Avec cette simulation de politique, l'Institut international d'analyse des systèmes appliqués), le Centre de solutions systémiques et l'Institut des sciences, de la société et de la politique publique d'Ottawa collaborent pour offrir un exercice engageant, immersif et pertinent au contexte à la CSPC 2020. Les systèmes axés sur les politiques de l'IIASA la recherche analytique se concentre sur des problèmes trop vastes ou trop complexes pour être résolus par un seul pays ou une seule discipline universitaire. CRS améliore le courtage de connaissances, l'intégration science-politique et le dialogue social grâce à des méthodes et des outils système innovants, tels que des simulations politiques. La recherche interdisciplinaire de l'ISSP recoupe la politique scientifique, la politique scientifique et la gouvernance des technologies émergentes, et fournit une base idéale du contexte et de l'expertise canadiens pour un public canadien de politique scientifique. Une simulation basée sur les cascades climatiques dans l'Arctique se situe à la confluence de nos mandats et fournit une activité de formation, de développement et de sensibilisation unique et précieuse. 

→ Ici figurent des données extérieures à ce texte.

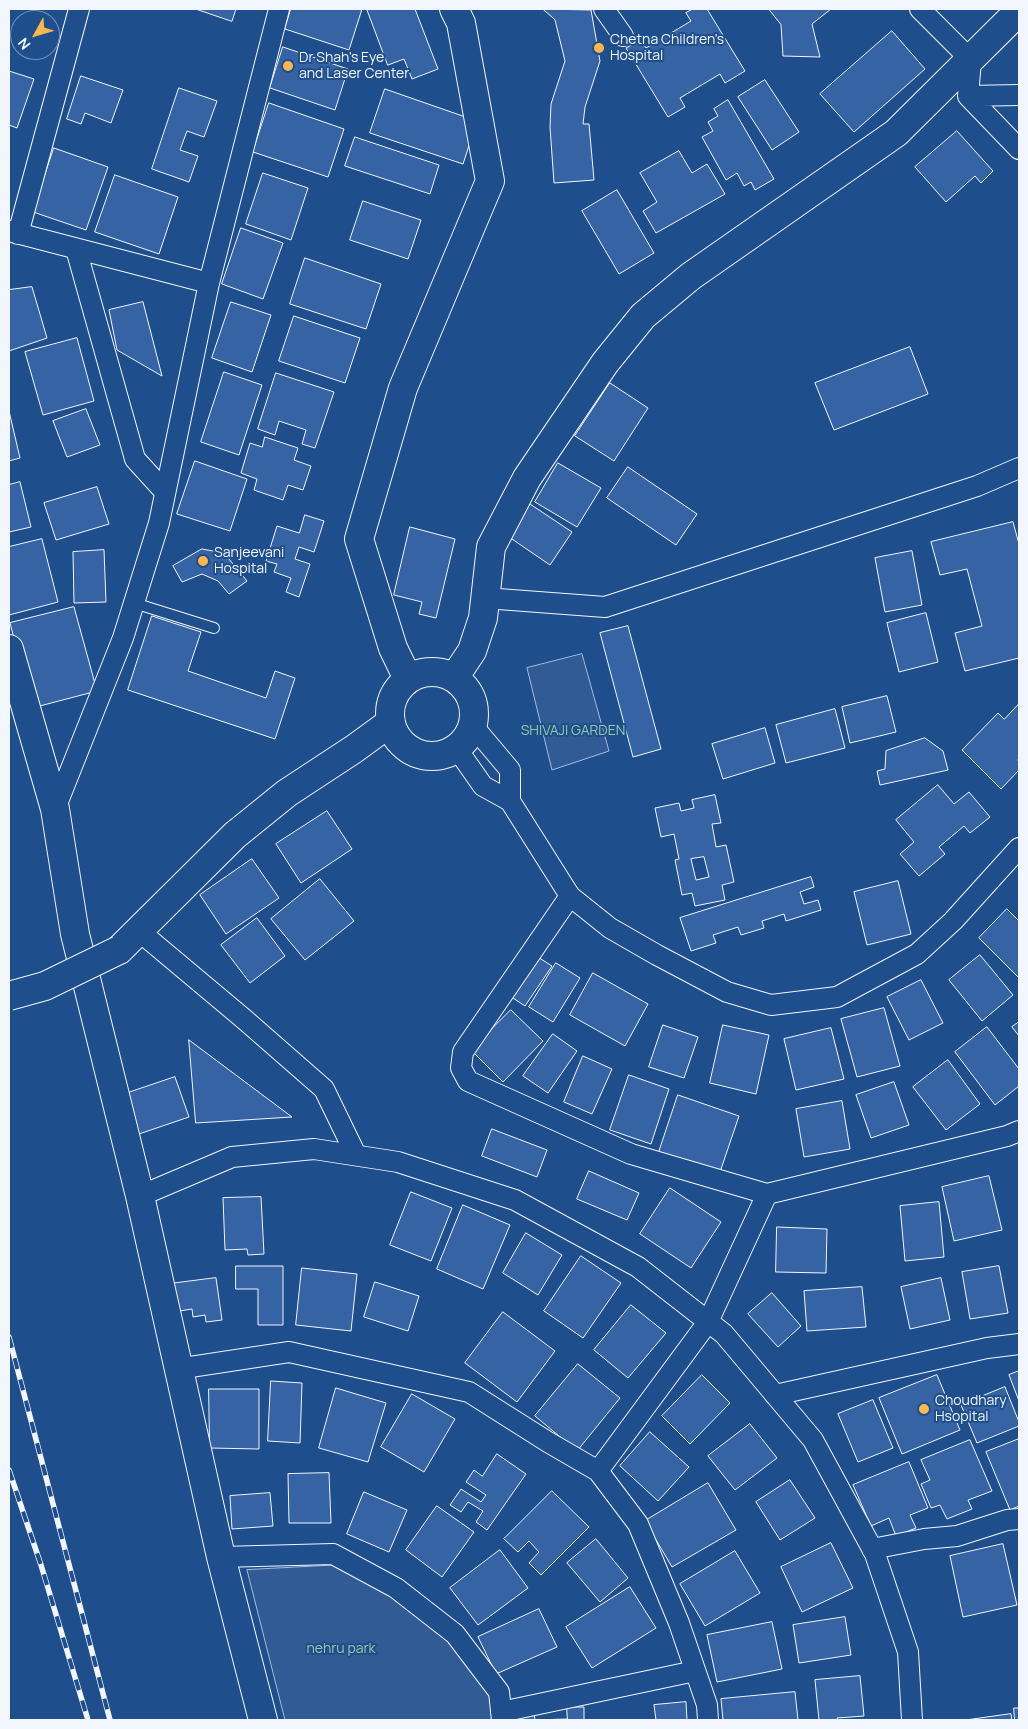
<!DOCTYPE html>
<style>
body{margin:0}
#map{position:relative;width:1028px;height:1729px;overflow:hidden;background:#1f4e8c;font-family:Manrope,sans-serif}
canvas{display:block}
.frame{position:absolute;inset:0;border:10px solid #f2f6ff;pointer-events:none}
.north{position:absolute;left:10px;top:10px;width:50px;height:50px;box-sizing:border-box;background:#1f4e8c;border:1px solid #7391ba;border-radius:50%;rotate:231deg;font-size:14px;font-weight:700;line-height:20px;text-align:center;color:#f2f6ff}
.north::after{content:'';display:block;margin:auto;width:18px;height:22px;background:#ffb74d;clip-path:polygon(50% 0,100% 100%,50% 72%,0 100%)}
</style>
<div id="map">
<canvas width="1028" height="1729"></canvas>
<div class="frame"></div>
<div class="north">N</div>
</div>
<script>
const g = document.querySelector('canvas').getContext('2d');
g.lineJoin = 'round';
function fillPath(path, color) {
  g.fillStyle = color;
  g.fill(path, 'evenodd');
}
function trace(path, color, width, dash) {
  g.strokeStyle = color;
  g.lineWidth = width;
  g.lineCap = dash ? 'butt' : 'round';
  g.setLineDash(dash || []);
  g.stroke(path);
}
function write(font, color, halo, rows, align = 'center') {
  g.font = font + ' Manrope,sans-serif';
  g.lineWidth = 4;
  g.setLineDash([]);
  g.textBaseline = 'middle';
  g.strokeStyle = halo;
  g.fillStyle = color;
  for (const [text, x, y, turn = 0] of rows) {
    g.save();
    g.translate(x, y);
    g.rotate((+turn || 0) * Math.PI / 180);
    g.textAlign = isNaN(turn) ? turn : align;
    if (halo) g.strokeText(text, 0, 0);
    g.fillText(text, 0, 0);
    g.restore();
  }
}
const green = new Path2D(`
 M582,654L609,751L552,770L527,668Z
 M338,1565L397,1598L453,1640L494,1695L497,1720H285L247,1570Z`);
fillPath(green, '#305b95');
trace(green, '#a8bbd7', 1);
const building = new Path2D(`
 M196,9H236L232,21Z
 M291,9H362L349,50L285,29Z
 M367,9H415L438,69L412,79L404,59L388,65Z
 M543,9L591,10L600,61L585,107L583,124H589L594,180L554,183L550,127L551,104L565,61L555,20Z
 M693,9H707L745,71L725,83L720,74L680,98L685,107L668,117L626,48L641,40L646,48L691,21L686,13Z
 M769,9H831L812,24L820,57L783,56L781,25Z
 M892,31L925,69L854,132L820,94Z
 M283,47L348,69L335,110L270,88Z
 M9,71L34,79L17,128L9,125Z
 M81,76L123,90L111,123L85,113L81,124L67,119Z
 M765,80L799,132L772,150L738,97Z
 M179,88L217,101L204,137L187,131L180,150L198,156L189,182L152,169Z
 M385,89L477,121L463,164L370,133Z
 M728,100L774,179L755,190L751,182L744,186L737,173L726,180L702,137L713,131L708,122L718,116L714,109Z
 M269,103L344,129L328,177L253,152Z
 M957,131L993,171L981,183L975,176L946,202L915,167Z
 M355,137L439,165L430,194L345,166Z
 M54,148L108,167L86,230L33,212Z
 M679,151L692,173L707,164L725,194L656,233L643,211L657,202L640,173Z
 M263,173L308,188L291,240L246,224Z
 M115,175L178,197L159,254L95,232Z
 M617,190L654,253L619,274L582,211Z
 M363,201L421,220L408,259L350,240Z
 M241,228L283,243L263,299L222,284Z
 M305,258L381,284L366,329L290,304Z
 M32,287L47,338L9,351V290Z
 M143,302L162,376L117,350L109,310Z
 M231,302L271,315L252,372L212,358Z
 M294,316L360,338L345,383L279,361Z
 M77,338L94,401L43,415L25,352Z
 M910,347L928,394L834,430L815,383Z
 M224,372L262,385L239,455L201,442Z
 M276,373L334,392L315,448L302,444L306,430L279,421L275,435L258,429Z
 M610,383L648,408L614,461L575,436Z
 M86,409L100,445L67,457L53,421Z
 M9,411L20,458L9,461Z
 M265,437L298,448L294,460L311,466L303,490L288,485L283,500L254,490L257,479L241,473L250,443L262,447Z
 M195,461L247,479L230,531L177,514Z
 M558,463L601,488L577,527L535,502Z
 M628,467L697,514L676,545L607,498Z
 M20,482L31,527L9,532V485Z
 M97,487L109,524L56,540L44,503Z
 M530,504L572,532L550,565L509,537Z
 M305,515L324,521L314,552L299,547L295,559L310,564L299,597L286,592L291,578L274,572L277,564L266,561L277,526L299,533Z
 M1013,522L1019,544V658L965,671L955,633L982,626L967,569L940,575L931,542Z
 M410,527L455,539L436,618L419,614L422,602L394,595Z
 M42,539L58,602L9,615V547Z
 M202,549L224,553L247,581L229,594L218,581L202,574L182,582L173,566Z
 M104,550L106,602L74,603L73,552Z
 M912,551L922,605L885,612L875,558Z
 M74,607L97,691L32,708L10,623Z
 M926,613L938,662L899,672L887,623Z
 M152,616L201,632L188,671L266,698L275,671L295,678L275,739L128,690Z
 M628,626L661,749L633,757L600,633Z
 M887,696L896,732L850,743L842,707Z
 M1019,704V758L1018,760L1019,762V770L1001,789L962,750L998,713L1004,719Z
 M835,709L845,748L786,763L776,725Z
 M765,728L775,763L723,779L712,744Z
 M925,738L943,751L948,770L880,785L877,771L885,769L886,751Z
 M938,785L954,804L969,792L990,817L970,833L964,826L939,847L945,854L919,876L900,854L914,842L896,820Z
 M715,795L721,823L712,824L716,847L726,845L734,882L722,885L725,900L695,906L692,893L682,895L675,860L679,859L674,834L661,837L655,808L679,803L681,811L694,808L692,800ZM704,857L709,877L696,880L691,859Z
 M327,811L352,849L301,883L276,844Z
 M252,859L279,898L226,934L200,895Z
 M811,877L814,887L800,892L804,904L818,900L821,910L786,921L784,914L762,921L764,928L741,935L738,927L713,935L716,943L691,951L680,918Z
 M320,879L354,921L305,960L271,919Z
 M898,881L911,934L867,945L854,892Z
 M1007,909L1019,921V978L979,938Z
 M257,918L285,956L250,983L221,945Z
 M533,954L552,966L525,1006L507,994Z
 M980,955L1013,995L982,1021L949,980Z
 M556,963L580,978L553,1022L529,1007Z
 M593,973L648,1004L625,1046L570,1015Z
 M921,980L943,1023L909,1040L887,997Z
 M884,1008L900,1066L857,1077L841,1019Z
 M511,1010L543,1041L503,1082L471,1050Z
 M1019,1022V1036L1012,1027Z
 M663,1025L698,1037L684,1078L649,1067Z
 M723,1025L769,1035L756,1094L710,1083Z
 M987,1027L1019,1069V1086L995,1105L955,1052Z
 M831,1028L844,1079L796,1090L784,1039Z
 M553,1034L577,1051L548,1093L523,1076Z
 M189,1040L292,1117L196,1123Z
 M583,1056L612,1069L592,1114L564,1102Z
 M948,1060L980,1104L946,1130L913,1087Z
 M629,1075L669,1089L651,1144L610,1130Z
 M175,1077L189,1117L133,1136L119,1096Z
 M894,1082L909,1125L871,1138L856,1095Z
 M678,1095L739,1116L719,1175L658,1155Z
 M842,1101L850,1149L804,1157L796,1109Z
 M492,1129L547,1150L537,1177L482,1156Z
 M589,1171L639,1193L627,1220L577,1199Z
 M989,1176L1002,1230L954,1241L942,1187Z
 M670,1188L721,1222L691,1268L640,1234Z
 M411,1192L452,1208L431,1261L390,1245Z
 M261,1197L264,1254L248,1255L247,1249L225,1250L223,1198Z
 M939,1202L944,1257L905,1261L900,1206Z
 M463,1205L510,1225L483,1289L437,1269Z
 M777,1227L827,1229L826,1273L776,1272Z
 M526,1233L562,1255L538,1295L503,1273Z
 M581,1256L621,1283L583,1338L544,1311Z
 M236,1266H283V1325H258V1289H236Z
 M999,1266L1008,1313L970,1319L962,1272Z
 M302,1268L357,1274L351,1331L296,1325Z
 M216,1278L222,1320L206,1322L205,1315L193,1317L192,1309L173,1312L169,1284Z
 M941,1278L950,1320L910,1329L901,1287Z
 M375,1282L419,1296L408,1331L364,1317Z
 M862,1287L866,1327L807,1331L804,1291Z
 M772,1293L801,1326L778,1347L748,1314Z
 M631,1305L666,1333L628,1378L594,1350Z
 M503,1312L555,1351L517,1402L465,1363Z
 M578,1364L620,1398L577,1451L535,1416Z
 M1019,1371V1401L1009,1375Z
 M702,1375L730,1403L690,1444L662,1416Z
 M937,1375L960,1430L902,1454L879,1398Z
 M271,1381L302,1383L300,1443L268,1441Z
 M1005,1387L1019,1422V1426L977,1443L961,1405Z
 M336,1388L386,1403L368,1462L319,1448Z
 M209,1389H259V1449L210,1448Z
 M412,1394L455,1419L424,1472L381,1447Z
 M873,1400L893,1448L858,1462L838,1414Z
 M750,1424L777,1458L735,1490L708,1456Z
 M650,1432L689,1467L658,1501L620,1466Z
 M1019,1439V1506L1010,1510L986,1452Z
 M970,1440L992,1491L968,1500L972,1509L947,1519L940,1505L931,1508L921,1484L930,1480L921,1460Z
 M497,1454L526,1474L487,1530L476,1522L483,1511L468,1502L461,1512L450,1505L461,1489L481,1502L486,1495L466,1482L474,1470L482,1476Z
 M909,1462L928,1508L910,1515L916,1528L896,1536L889,1518L871,1526L853,1485Z
 M329,1473L331,1523H289L288,1474Z
 M790,1480L815,1518L780,1540L756,1502Z
 M708,1483L736,1530L672,1567L645,1521Z
 M552,1491L589,1527L541,1575L529,1563L539,1552L529,1541L518,1552L504,1539Z
 M364,1492L407,1510L389,1552L347,1534Z
 M270,1493L273,1526L232,1529L230,1496Z
 M437,1506L474,1532L442,1577L406,1550Z
 M596,1539L628,1578L600,1602L567,1563Z
 M831,1543L853,1588L802,1612L781,1567Z
 M1003,1544L1017,1605L963,1617L950,1556Z
 M500,1550L528,1588L478,1625L450,1588Z
 M735,1551L760,1593L705,1626L680,1584Z
 M630,1587L656,1628L592,1668L566,1627Z
 M539,1609L557,1647L496,1674L478,1637Z
 M845,1617L851,1655L799,1663L793,1625Z
 M772,1622L782,1669L717,1682L707,1635Z
 M860,1676L864,1716L837,1718L838,1720H819L815,1680Z
 M795,1692L798,1720H723L721,1699Z
 M686,1702L687,1720H656L654,1705Z
 M567,1707H584V1720H519V1715L534,1714L535,1720L567,1719Z
 M1014,1708H1019V1720H1015Z
 M1011,1714L1012,1720H966Z`);
fillPath(building, '#3563a3');
trace(building, '#f2f6ff', 1);
const lane = new Path2D(`
 M134,603L214,628`);
const street = new Path2D(`
 M604,9L623,36
 M920,9L971,60L968,96L1019,149
 M968,96L1019,95
 M9,231L209,283
 M18,234L79,9
 M76,249L135,459L165,492
 M485,598L605,607L977,486L1019,468
 M457,749L483,786L510,801V770L473,726
 M510,801L570,896L610,928L657,955L727,992L771,1005L837,997L917,954L953,921L1019,848
 M55,809L123,638L159,523L209,283L279,9
 M570,896L463,1052L461,1068L468,1081L631,1154L767,1194
 M139,931L244,1019L324,1089L356,1155
 M140,1196L232,1157L314,1149L398,1162L515,1200L638,1267L724,1334L813,1440L875,1554L908,1652L912,1720
 M177,1369L289,1352L469,1392L548,1442L598,1471L638,1524L679,1623L707,1705L708,1720
 M775,1395L987,1348L1019,1344
 M598,1471L708,1322L767,1194L1007,1136L1019,1131
 M872,1549L924,1539L957,1536L1007,1520L1019,1519
 M221,1557L333,1554L396,1588L455,1634L499,1692L502,1720
 M501,1712L695,1671`);
const secondary = new Path2D(`
 M9,649L55,809L75,934L140,1196L221,1557L263,1720
 M390 714a42 42 0 1 1 84 0a42 42 0 1 1-84 0Z
 M454,678L472,651L483,618L491,547L527,478L605,363L643,316L691,276L896,133L1019,11
 M408,679L393,648L359,539L403,388L490,181L461,23L454,9
 M119,950L235,835L287,793L354,749L391,722`);
trace(lane, '#f2f6ff', 12);
trace(street, '#f2f6ff', 22);
trace(secondary, '#f2f6ff', 30);
trace(lane, '#1f4e8c', 10);
trace(street, '#1f4e8c', 20);
trace(secondary, '#1f4e8c', 28);
const rail = new Path2D(`
 M9,1337L110,1720
 M9,1470L41,1565L88,1720`);
trace(rail, '#f2f6ff', 5.5);
trace(rail, '#1f4e8c', 4, [11]);
const secondaryBridge = new Path2D(`
 M9,996L45,986L119,950`);
trace(secondaryBridge, '#f2f6ff', 30, []);
trace(secondaryBridge, '#1f4e8c', 28);
for (const [x, y, r, color] of [
 [599,48,6,"#ffb74d"],
 [288,66,6,"#ffb74d"],
 [203,561,6,"#ffb74d"],
 [924,1409,6,"#ffb74d"]
]) {
  const dot = new Path2D();
  dot.arc(x, y, r, 0, 2 * Math.PI);
  g.fillStyle = color;
  g.fill(dot);
  trace(dot, '#1f4e8c', 2);
}
write('14px', '#f2f6ff', '#1f4e8c', [
 ["Chetna Children's",610,40],
 ["Hospital",610,56],
 ["Dr Shah's Eye",299,58],
 ["and Laser Center",299,74],
 ["Sanjeevani",214,553],
 ["Hospital",214,569],
 ["Choudhary",935,1401],
 ["Hsopital",935,1417]
], 'left');
write('14px', '#97c8a6', '#1f4e8c', [
 ["SHIVAJI GARDEN",573,731],
 ["nehru park",341,1649]
]);
</script>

Les simulations de politiques sont un outil puissant pour réfléchir à des problèmes complexes sans réponses faciles. Cela oblige les participants à prendre en considération les points de vue de diverses parties prenantes, tout en devant prendre des décisions difficiles qui pèsent les compromis entre les différents intrants et envisagent les conséquences collatérales possibles. La gouvernance dans un Arctique en évolution rapide est un défi permanent pour le Canada, les peuples autochtones, ses alliés et ses adversaires. Avec cette simulation, nous espérons faciliter un dialogue, aider à mieux comprendre les écarts entre les chercheurs et les utilisateurs de la recherche, et la meilleure façon de les combler vers l'élaboration de politiques efficaces fondées sur des données probantes. Nous espérons que vous vous joindrez à nous pour cette session novatrice au CPSC de cette année et nous nous réjouissons de vous y voir !

Références

Le Cascading Climate Impacts a été développé dans le cadre de CASCADES : Cascading Climate Risks Towards Adaptive and Resilient European Societies, financé par le programme de recherche et d'innovation Horizon 2020 de l'Union européenne dans le cadre de la convention de subvention n° 821010.